A seamless use of the elements
to provide a safe and healthy ecosystem here on Earth.”
“I developed the Metabrain in 1996
as a third brain prosthetic to align with
the advances in AI and AGI, to improve
on biology and as a backup for the brain.”
Natasha Vita-More, longtime transhumanist and advocate of the ethical use of technology, believes that a genuine orientation to one’s ideals are the real reason some people succeed, and others do not. We might be humans, she muses, but where is our humaneness?
Vita-More is perhaps most often recognized as the designer of the first future human prototype. She describes her “Primo Posthuman” creation as the next “genre of human.”
It was her Primo Posthuman design that garnered interest from publications and media outlets throughout the world. And it’s no wonder - as humans, we have an insatiable desire to explore the universal “what if.”
What if we could live as long as we wanted? What if we could regenerate body parts, or achieve multiple parallel awareness? Change our eye color at will?

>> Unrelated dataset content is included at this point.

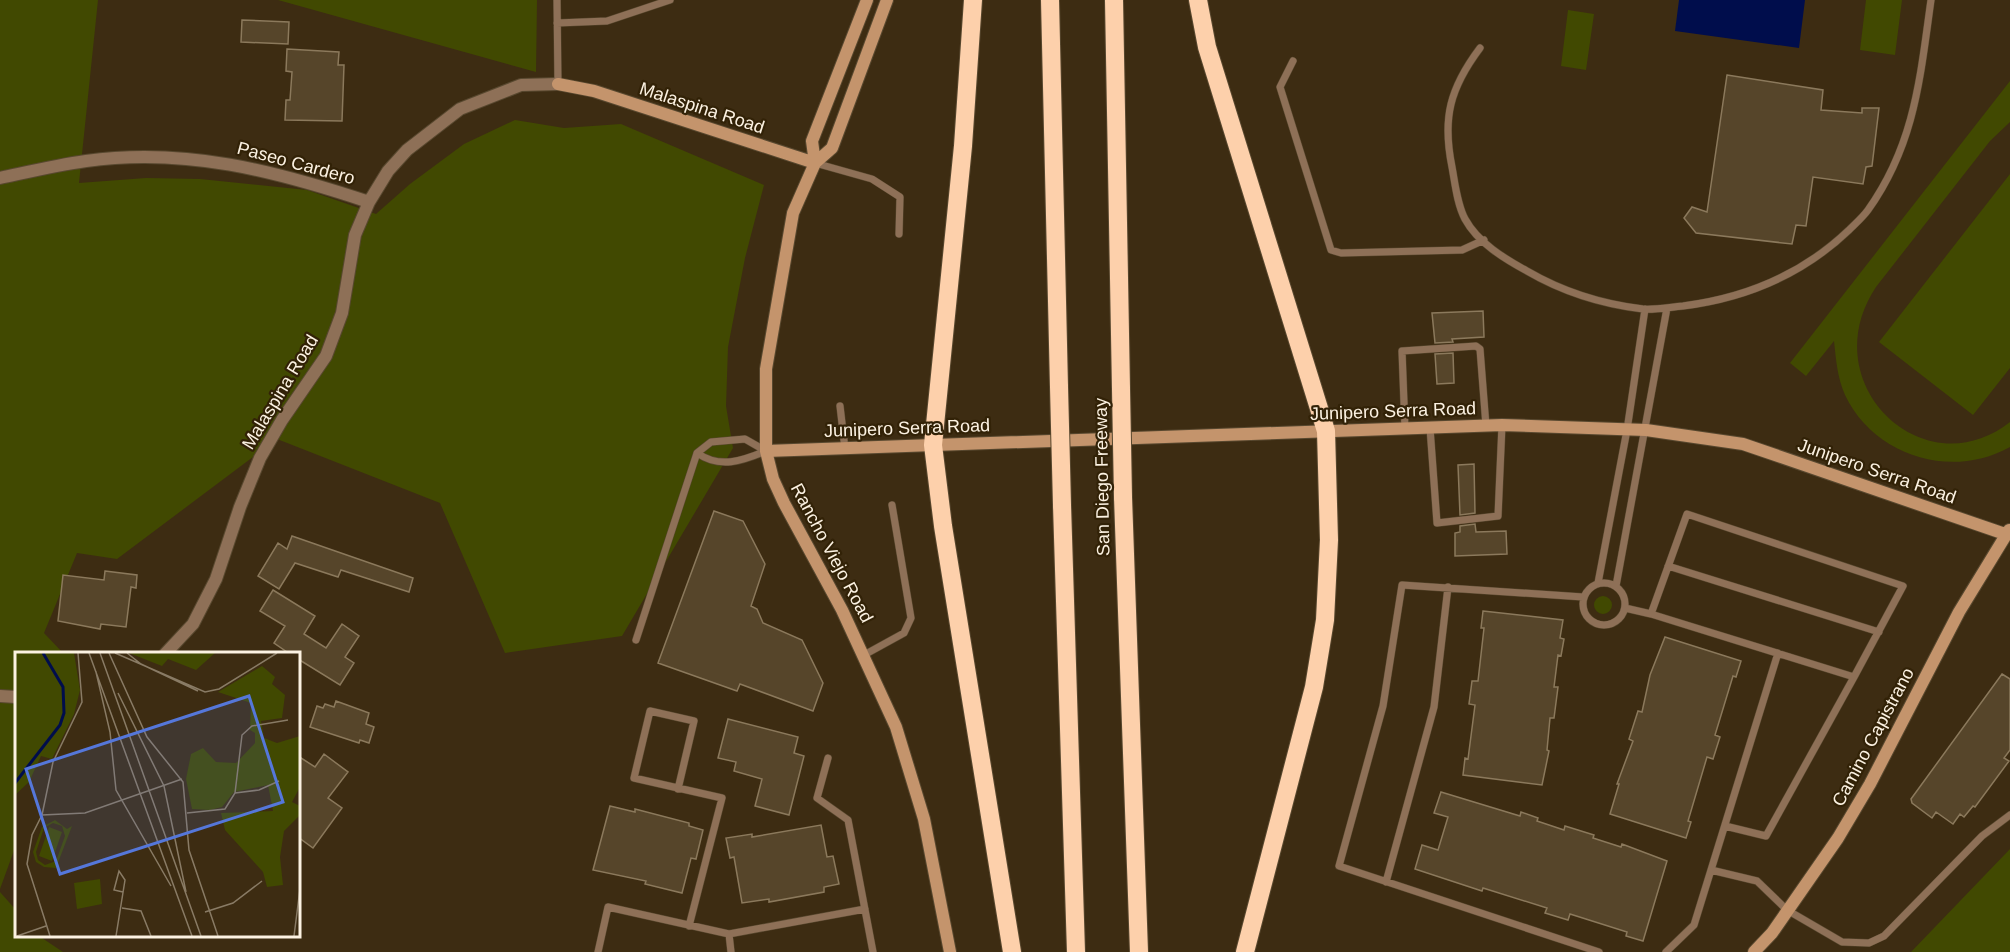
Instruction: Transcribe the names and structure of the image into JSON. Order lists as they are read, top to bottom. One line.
{"streets":{"highway":["San Diego Freeway"],"main road":["Malaspina Road","Junipero Serra Road","Rancho Viejo Road","Camino Capistrano"],"street":["Paseo Cardero"]},"crossings":[["Malaspina Road","Paseo Cardero"],["Malaspina Road","Rancho Viejo Road"],["Junipero Serra Road","Rancho Viejo Road"],["Junipero Serra Road","Camino Capistrano"]]}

A global thought leader on topics ranging from artificial intelligence to nanotechnology to radical life extension to the human physique, Vita-More has dedicated her life’s work to exploring the potential of human beings, now and in the future yet unknown.
While present-day AI is all around us, it does not have agency or the capacity to change us fundamentally. Vita-More predicts that soon, however, a stronger AI or artificial general intelligence will augment our cognition.
Future AI, she says, will become a part of the human experience. Vita-More believes it will carve new neural pathways, not to achieve superintelligence, but to unlock characteristics she feels are very much missing from a large section of humanity: being more humane, empathetic, and kinder.
Vita-More believes that when humans and AI eventually integrate in a meaningful way, we may finally be able to evolve past traumas that hold us back in life.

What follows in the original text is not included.